● **PROMPT**
Only one number is expected here, namely how many lines of the entries below hold the string "rows".

● **Dataset entries**

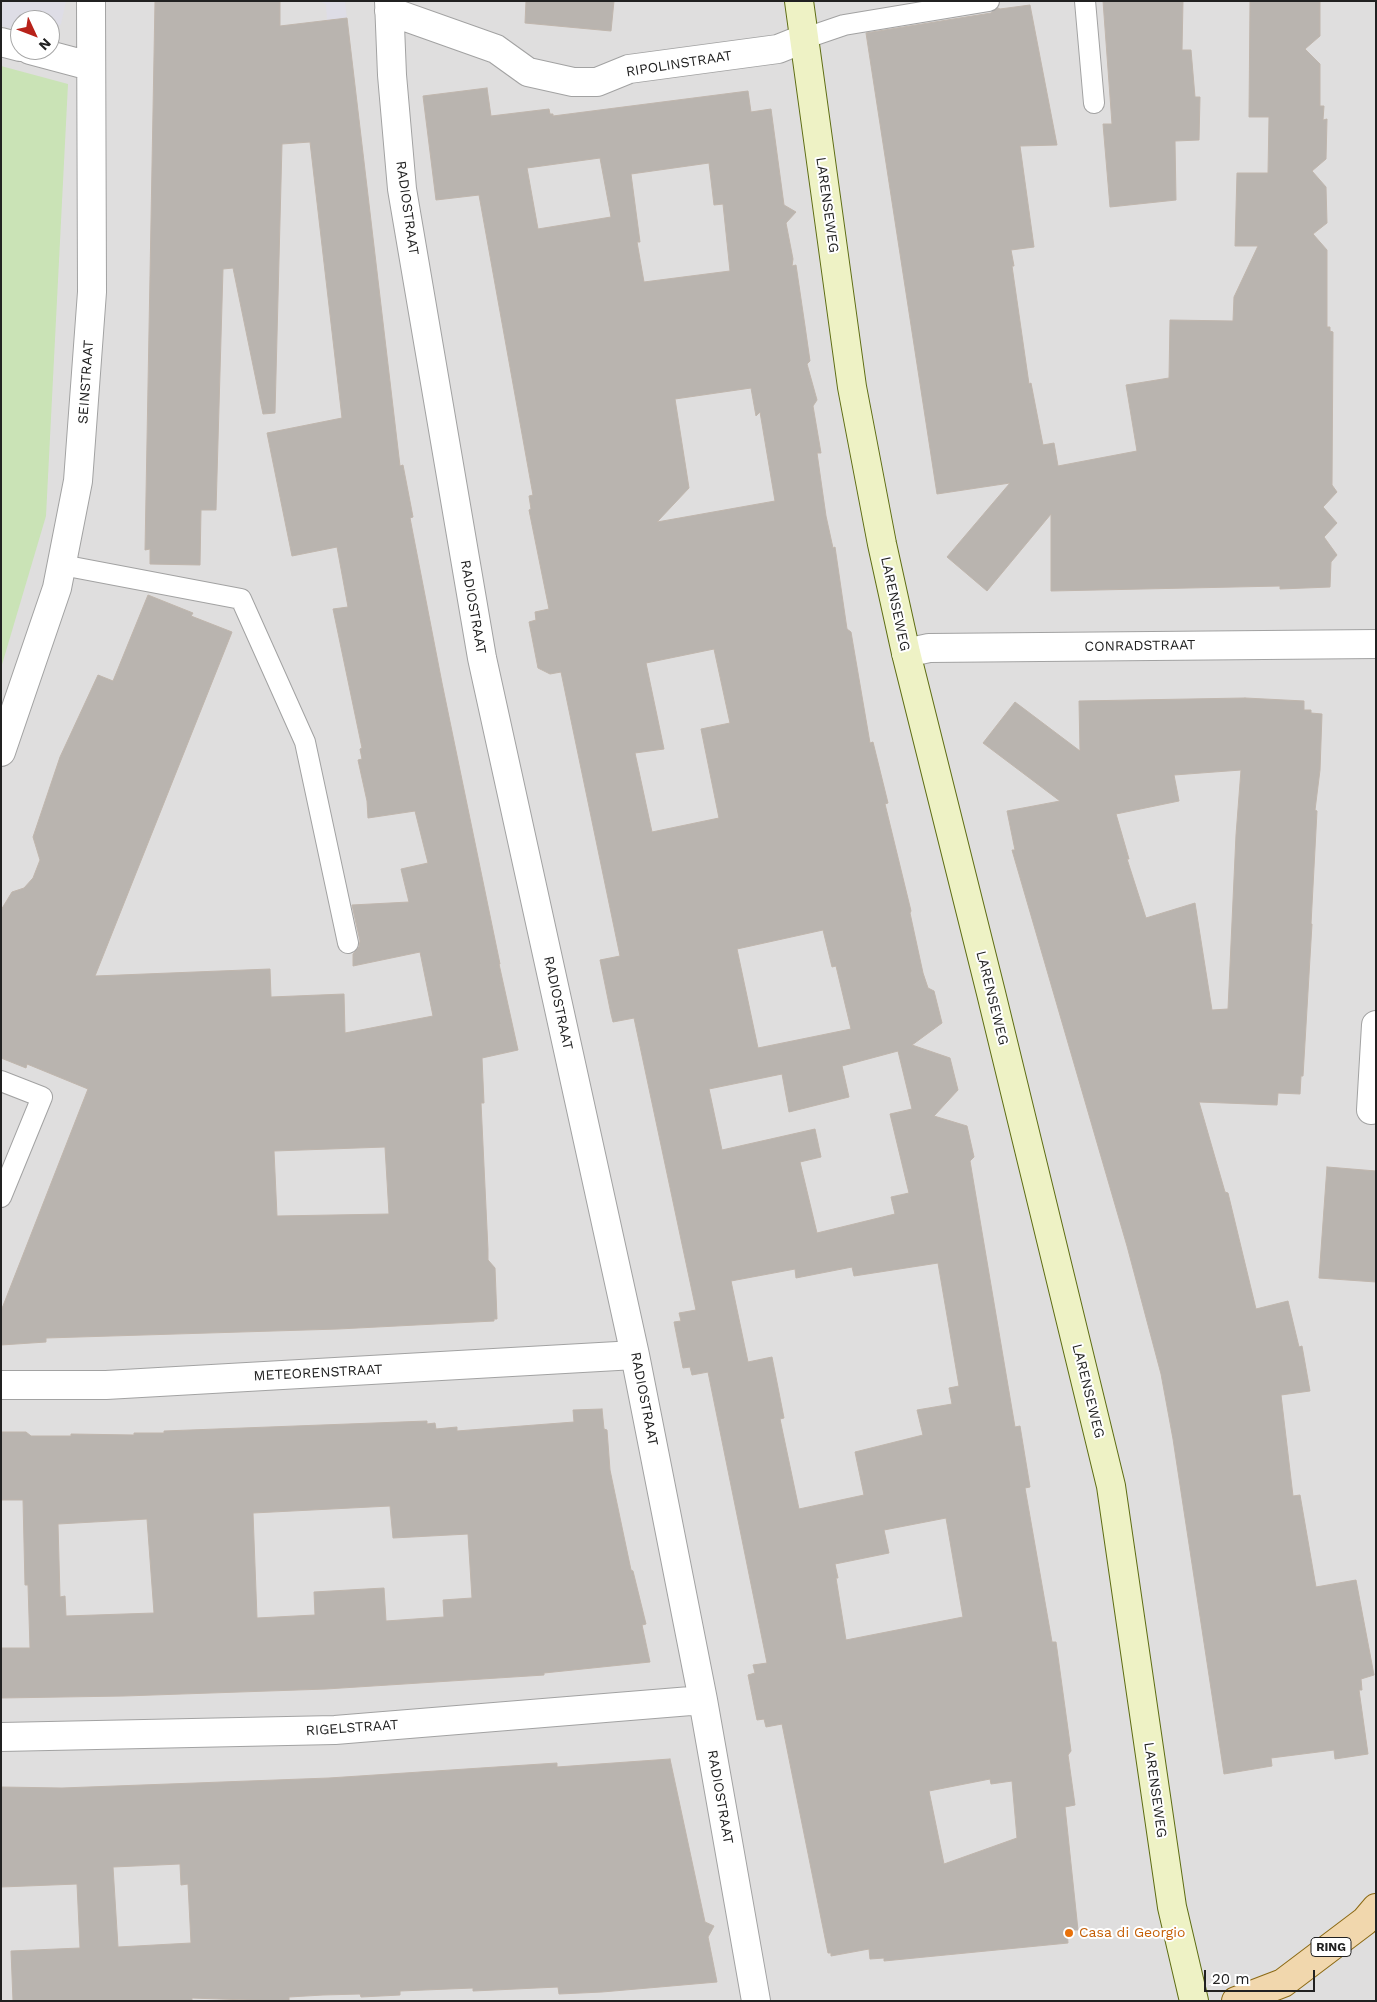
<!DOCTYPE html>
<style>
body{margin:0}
#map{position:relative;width:1377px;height:2002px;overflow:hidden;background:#f0eee9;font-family:"Work Sans",sans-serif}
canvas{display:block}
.frame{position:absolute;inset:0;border:2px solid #212121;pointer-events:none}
.north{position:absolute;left:10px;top:10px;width:50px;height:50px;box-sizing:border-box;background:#fff;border:1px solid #a6a6a6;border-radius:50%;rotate:133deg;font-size:14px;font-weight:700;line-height:20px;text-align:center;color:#212121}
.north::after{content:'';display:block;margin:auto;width:18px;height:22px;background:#b8221a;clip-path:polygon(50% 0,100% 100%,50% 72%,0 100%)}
.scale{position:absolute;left:1204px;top:1970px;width:111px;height:22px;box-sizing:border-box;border:2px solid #212121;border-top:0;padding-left:6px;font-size:15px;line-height:18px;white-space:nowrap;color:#212121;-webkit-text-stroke:4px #fff;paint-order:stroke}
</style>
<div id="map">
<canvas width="1377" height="2002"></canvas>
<div class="frame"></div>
<div class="north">N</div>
<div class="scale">20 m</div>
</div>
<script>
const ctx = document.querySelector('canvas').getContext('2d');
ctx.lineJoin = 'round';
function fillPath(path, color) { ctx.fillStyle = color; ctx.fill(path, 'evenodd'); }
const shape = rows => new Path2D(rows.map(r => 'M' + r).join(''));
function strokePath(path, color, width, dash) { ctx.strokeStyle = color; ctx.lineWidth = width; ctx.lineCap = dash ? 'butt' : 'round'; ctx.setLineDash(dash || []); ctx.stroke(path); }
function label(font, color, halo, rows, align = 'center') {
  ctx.font = font + ' "Work Sans",sans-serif'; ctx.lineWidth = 4; ctx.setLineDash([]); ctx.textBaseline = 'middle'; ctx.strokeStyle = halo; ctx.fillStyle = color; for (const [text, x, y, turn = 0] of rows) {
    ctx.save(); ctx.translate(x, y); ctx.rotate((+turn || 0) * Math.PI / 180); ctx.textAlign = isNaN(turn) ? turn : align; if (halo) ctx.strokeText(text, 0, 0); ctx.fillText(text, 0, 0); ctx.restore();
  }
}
fillPath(shape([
 [1,1,1376,1,1376,2001,1,2001],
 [20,20,50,20,50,50,20,50]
]), '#dfdede');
fillPath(shape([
 [1,66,68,84,46,516,1,668]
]), '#cae3b6');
fillPath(shape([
 [3,1,66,1,61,24,50,33,50,20,20,20,20,31,1,26],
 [319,1,345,1,347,18,327,20,326,4]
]), '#dedde6');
const building = shape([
 [155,1,280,1,280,26,347,18,400,466,403,465,413,517,410,518,442,683,500,964,499,964,518,1050,482,1058,484,1103,481,1103,488,1250,488,1260,495,1268,497,1319,494,1319,494,1321,338,1329,46,1338,46,1342,1,1345,1,1311,88,1089,27,1064,26,1068,1,1058,1,910,12,892,24,888,33,878,40,860,33,837,60,757,98,675,113,681,148,595,193,613,191,616,232,632,95,976,270,969,271,997,344,994,345,1033,433,1016,420,952,353,966,353,954,359,947,360,941,352,905,409,902,401,869,428,863,415,811,368,818,367,801,358,760,362,759,360,749,362,748,333,609,348,607,337,547,292,556,267,433,342,418,310,142,282,144,275,413,263,414,233,268,223,269,216,510,201,510,200,565,150,564,150,549,145,550,155,1],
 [385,1147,389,1214,277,1216,274,1151,385,1147],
 [526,1,614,1,611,31,525,23,526,1],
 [1103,1,1183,1,1182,50,1191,50,1195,97,1200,97,1199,140,1175,141,1176,200,1110,207,1103,124,1112,124,1103,1],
 [1250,1,1320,1,1320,36,1305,49,1320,64,1320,106,1324,106,1323,120,1327,119,1326,159,1312,171,1326,187,1327,223,1313,234,1327,250,1327,327,1330,327,1330,331,1333,332,1332,485,1337,492,1323,507,1337,523,1324,537,1337,555,1331,562,1330,587,1280,589,1280,586,1051,591,1051,514,987,591,947,557,1010,483,937,494,866,33,991,13,998,8,1000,9,1030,5,1057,145,1020,146,1034,247,1011,250,1014,266,1012,266,1029,384,1031,383,1043,445,1054,443,1058,466,1137,451,1126,385,1169,378,1170,320,1233,321,1234,297,1258,246,1235,246,1237,173,1268,173,1269,117,1249,117,1250,1],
 [487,88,491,116,549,109,550,114,553,114,553,116,748,91,751,112,771,109,784,205,796,212,786,223,793,259,792,266,796,265,805,326,810,361,807,364,817,400,813,406,821,453,817,453,826,516,833,548,835,547,847,629,851,632,870,743,873,742,888,803,885,804,911,911,910,913,923,973,928,988,934,991,942,1023,912,1045,950,1058,958,1090,934,1116,967,1126,974,1157,970,1161,1015,1427,1020,1426,1030,1487,1025,1488,1052,1642,1056,1642,1071,1751,1068,1755,1075,1805,1065,1807,1078,1930,1067,1930,1068,1943,884,1961,884,1958,870,1959,869,1949,831,1956,831,1953,828,1953,782,1724,766,1727,764,1719,757,1720,748,1675,755,1673,753,1665,767,1663,708,1372,692,1375,690,1367,683,1368,674,1322,681,1321,679,1313,696,1310,634,1018,613,1022,611,1014,600,960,620,956,561,672,550,674,538,668,529,622,536,620,535,612,549,609,529,510,531,509,529,496,533,495,479,195,436,200,423,96,487,88],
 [600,158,611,217,538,229,527,168,600,158],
 [709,163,714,205,723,204,730,271,644,282,637,242,640,242,631,174,709,163],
 [751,388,756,416,760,412,775,501,657,522,689,488,675,399,751,388],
 [714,649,730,723,701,729,719,818,652,832,635,753,664,749,646,663,714,649],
 [823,930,832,967,836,966,851,1029,758,1048,737,949,823,930],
 [898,1051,912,1109,890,1114,909,1193,891,1197,895,1214,817,1233,800,1162,821,1157,815,1129,722,1150,709,1089,782,1074,789,1112,849,1097,842,1066,898,1051],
 [938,1263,959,1386,949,1388,952,1404,917,1410,923,1435,855,1452,864,1495,799,1509,780,1419,784,1418,772,1357,748,1362,731,1281,795,1269,796,1278,852,1267,854,1276,938,1263],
 [946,1518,963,1617,846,1640,836,1578,838,1578,835,1564,889,1553,884,1530,946,1518],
 [990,1779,991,1784,1012,1781,1017,1838,944,1864,929,1791,990,1779],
 [1245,698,1304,701,1304,710,1311,710,1311,713,1322,714,1320,770,1315,810,1317,811,1311,924,1312,924,1303,1076,1301,1076,1300,1094,1278,1093,1277,1105,1199,1102,1225,1192,1228,1193,1256,1309,1288,1301,1299,1347,1302,1346,1310,1391,1281,1395,1293,1496,1300,1495,1316,1587,1356,1580,1374,1675,1361,1679,1362,1690,1359,1690,1368,1754,1335,1759,1334,1750,1271,1758,1272,1766,1224,1774,1173,1439,1161,1374,1127,1246,1012,850,1015,850,1007,811,1060,801,983,743,1015,702,1080,751,1079,701,1245,698],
 [1241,770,1236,835,1228,1009,1212,1010,1195,903,1146,918,1127,859,1129,859,1116,814,1179,801,1174,775,1241,770],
 [1327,1167,1376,1171,1376,1282,1319,1278,1327,1167],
 [602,1409,604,1429,607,1430,610,1470,631,1570,633,1571,646,1624,642,1625,650,1662,544,1673,544,1675,326,1689,124,1696,1,1698,1,1648,30,1648,28,1585,25,1585,23,1500,1,1500,1,1432,26,1432,31,1436,71,1436,71,1434,134,1435,134,1433,164,1433,164,1431,427,1421,427,1424,435,1423,436,1429,457,1427,457,1431,574,1422,573,1410,602,1409],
 [390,1506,393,1538,468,1534,472,1598,443,1600,444,1617,386,1621,384,1588,314,1592,315,1615,257,1618,253,1513,390,1506],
 [147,1519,154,1613,66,1616,65,1596,60,1597,58,1524,147,1519],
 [670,1759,705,1922,714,1926,708,1937,717,1982,602,1992,559,1994,558,1987,473,1991,473,1988,400,1991,400,1995,361,1997,360,1994,323,1995,289,1997,289,2000,275,2001,192,1998,192,2001,13,2001,11,1951,80,1948,77,1884,1,1887,1,1787,62,1788,329,1778,557,1763,557,1767,670,1759],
 [180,1864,181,1885,188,1884,191,1943,118,1947,113,1867,180,1864]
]);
fillPath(building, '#b9b4af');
strokePath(building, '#c0b6ad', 1);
const lane = shape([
 [1085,1,1094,103],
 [803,39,844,25,989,1],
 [62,565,241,599,305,742,348,943],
 [1,1081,42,1097,1,1197]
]);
const street = shape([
 [389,1,392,75,402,189,482,658,635,1355,703,1700,756,2001],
 [389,11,496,49,528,72,573,82,597,82,629,69,778,49,803,39],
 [1,42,20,47],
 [30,50,90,66],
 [906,653,929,648,1376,644],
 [1,752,57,588,78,481,92,292,91,1],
 [1371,1110,1376,1025],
 [1,1385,106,1385,635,1355],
 [1,1737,335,1730,703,1700]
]);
const secondary = shape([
 [799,1,852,387,882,544,906,653,991,993,1111,1486,1172,1907,1194,2001]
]);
const primary = shape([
 [1236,2001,1283,1983,1365,1921,1376,1908]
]);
strokePath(lane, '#a2a2a2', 22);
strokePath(street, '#a2a2a2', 30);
strokePath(secondary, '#5e6d13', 30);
strokePath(primary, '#8b6913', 30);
strokePath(lane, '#fff', 20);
strokePath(street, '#fff', 28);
strokePath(secondary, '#eef2c5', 28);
strokePath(primary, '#f1d7ad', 28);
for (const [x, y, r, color] of [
 [1069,1933,5,"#e8710a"]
]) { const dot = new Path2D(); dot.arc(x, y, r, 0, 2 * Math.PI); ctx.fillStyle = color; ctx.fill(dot); strokePath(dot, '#fff', 2); }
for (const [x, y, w] of [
 [1331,1947,40]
]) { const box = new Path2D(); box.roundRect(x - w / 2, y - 9.5, w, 19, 4); ctx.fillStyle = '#fff'; ctx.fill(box); strokePath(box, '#212121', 1); }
label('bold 12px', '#212121', null, [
 ["RING",1331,1947]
]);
label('14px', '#212121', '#fff', [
 ["RIPOLINSTRAAT",679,64,-9],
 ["LARENSEWEG",827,205,82],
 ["RADIOSTRAAT",407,208,82],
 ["SEINSTRAAT",86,382,-86],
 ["LARENSEWEG",895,604,78],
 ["RADIOSTRAAT",473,607,80],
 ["CONRADSTRAAT",1140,646,-1],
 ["LARENSEWEG",992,998,76],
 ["RADIOSTRAAT",558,1003,78],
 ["METEORENSTRAAT",318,1373,-3],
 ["LARENSEWEG",1088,1391,76],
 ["RADIOSTRAAT",644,1399,79],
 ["RIGELSTRAAT",352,1728,-4],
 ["LARENSEWEG",1155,1790,82],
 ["RADIOSTRAAT",720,1797,80]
]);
label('14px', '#c56008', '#fff', [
 ["Casa di Georgio",1079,1933]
], 'left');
</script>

● **TASK RESPONSE**
3